- **Directions for this task**
Provide the count of lines below where "rows" occurs, with no other output.

- **Provided material**

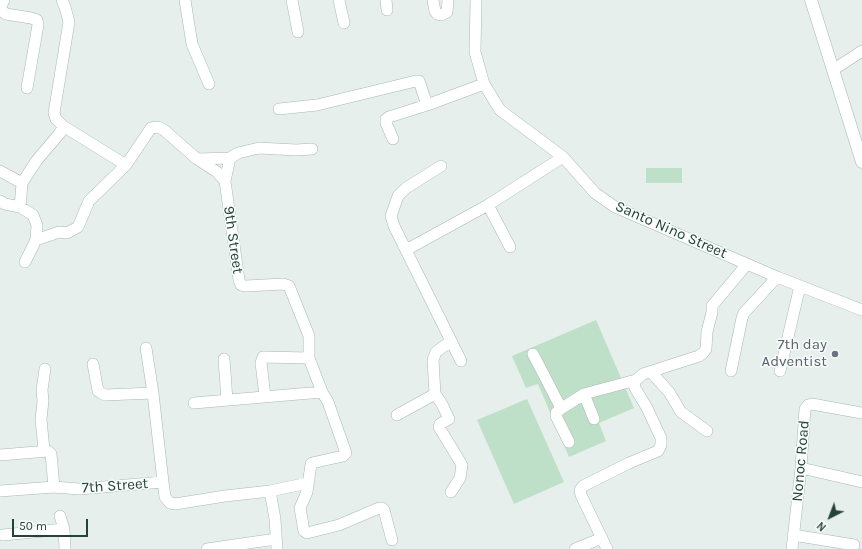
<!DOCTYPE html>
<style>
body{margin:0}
#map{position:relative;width:862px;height:549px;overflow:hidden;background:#e6efeb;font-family:Karla,sans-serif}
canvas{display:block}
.north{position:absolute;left:810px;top:497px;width:40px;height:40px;-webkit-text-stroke:3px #f7fbf9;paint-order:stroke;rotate:222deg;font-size:11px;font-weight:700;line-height:16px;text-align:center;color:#24423a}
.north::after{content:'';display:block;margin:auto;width:14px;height:18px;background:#24423a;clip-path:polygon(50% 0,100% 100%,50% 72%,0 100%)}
.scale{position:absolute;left:12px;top:519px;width:76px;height:18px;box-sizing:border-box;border:2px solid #24423a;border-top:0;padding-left:5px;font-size:12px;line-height:14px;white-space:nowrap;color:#24423a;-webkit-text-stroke:3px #f7fbf9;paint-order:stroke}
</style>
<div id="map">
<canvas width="862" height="549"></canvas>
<div class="north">N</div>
<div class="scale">50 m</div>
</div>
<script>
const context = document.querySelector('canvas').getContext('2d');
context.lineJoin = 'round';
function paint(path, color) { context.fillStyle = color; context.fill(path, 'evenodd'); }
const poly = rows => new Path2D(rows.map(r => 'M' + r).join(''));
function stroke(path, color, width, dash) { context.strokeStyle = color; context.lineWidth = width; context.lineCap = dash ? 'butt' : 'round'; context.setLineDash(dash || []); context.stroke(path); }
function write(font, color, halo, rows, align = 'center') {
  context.font = font + ' Karla,sans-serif'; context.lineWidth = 3; context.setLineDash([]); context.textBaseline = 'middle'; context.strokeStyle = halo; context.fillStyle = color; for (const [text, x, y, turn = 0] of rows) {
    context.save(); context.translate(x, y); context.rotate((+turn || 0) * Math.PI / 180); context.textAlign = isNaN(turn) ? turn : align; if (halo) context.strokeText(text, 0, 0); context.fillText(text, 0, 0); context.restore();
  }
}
paint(poly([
 [646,168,682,168,682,183,646,183],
 [596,320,634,408,599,423,606,441,569,457,538,384,526,388,512,356],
 [527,399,564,482,514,504,477,420]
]), '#bfe0c8');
const street = poly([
 [4,0,1,6,2,11,6,14,31,18,37,20,38,25,27,88],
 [62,0,65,7,69,22,54,113,56,119,63,126,126,165],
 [185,0,192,44,209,84],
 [292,0,298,32],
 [339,0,344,23],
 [386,0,387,10],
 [433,0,435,11,437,14,441,15,447,12,448,0],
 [476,0,475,52,484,84,500,110,563,157,595,193,615,207,777,277,862,310],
 [833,70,862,51],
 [279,109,317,105,416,81,419,81,427,105],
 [393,139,386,123,386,119,389,117,427,105,484,84],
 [230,158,225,181,239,280,241,285,246,286,283,284,289,286,309,336,309,358,322,392,328,402,346,453,343,456,312,463,311,464,307,492,300,508,304,531,307,533,339,525,379,508,382,508,384,510,392,540],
 [197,159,230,158,238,153,259,148,296,150,312,149],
 [441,166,406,188,398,196,391,216,394,226,461,361],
 [0,171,22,183],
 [0,201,5,204,20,207,33,215,37,225,36,240,25,262],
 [488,205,510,247],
 [20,207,22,183,37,160,60,133,63,126],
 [36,240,59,232,67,233,78,227,89,201,126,165,151,128,158,127,164,130,197,159,217,172,225,181],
 [406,250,488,205,563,157],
 [146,348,153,393],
 [533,354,561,408],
 [224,359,227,400],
 [93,364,98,391,101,393,105,395,153,393,163,482,165,497,170,503,175,504,225,496,270,491,308,483],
 [731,371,742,318,744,313,777,277],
 [780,371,800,286],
 [651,372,669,392,681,412,707,431],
 [584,394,594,419],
 [265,396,261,363,263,357,309,358],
 [194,403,322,392],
 [397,415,435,394],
 [569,442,556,416,556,413,559,410,584,394,636,380],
 [44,450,41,419,43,401,42,390,45,369],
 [0,455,48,451,51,454,54,487],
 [801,468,862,482],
 [0,491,54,487,79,489,163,482],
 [270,491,275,519,277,549],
 [451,492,460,478,462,465,439,427,440,424,449,419,442,404,435,394,433,360,436,352,451,341],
 [60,516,64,529,65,549],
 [3,535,64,529],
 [793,535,854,545],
 [207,549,276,539],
 [575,549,602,538],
 [607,549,581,495,580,490,583,486,629,463,658,451,661,445,661,438,647,408,635,388,634,384,636,380,643,374,699,356,703,353,706,349,707,332,712,312,712,306,747,264],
 [792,549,801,468,805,409,808,405,812,404,862,413]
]);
const secondary = poly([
 [811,0,862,162]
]);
stroke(street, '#a8b8b2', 12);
stroke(secondary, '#a4bbb3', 13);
stroke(street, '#fff', 11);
stroke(secondary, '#fff', 12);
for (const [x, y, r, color] of [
 [835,354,4,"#6b7280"]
]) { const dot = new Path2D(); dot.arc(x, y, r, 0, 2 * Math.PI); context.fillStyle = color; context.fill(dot); stroke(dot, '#f7fbf9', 1.5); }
write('15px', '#24423a', '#f7fbf9', [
 ["Santo Nino Street",671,230,24],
 ["9th Street",233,240,82],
 ["Nonoc Road",801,461,-85],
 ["7th Street",115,486,-4]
]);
write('15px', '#5b616d', '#f7fbf9', [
 ["7th day",827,345],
 ["Adventist",827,362]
], 'right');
</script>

- **Result below**
3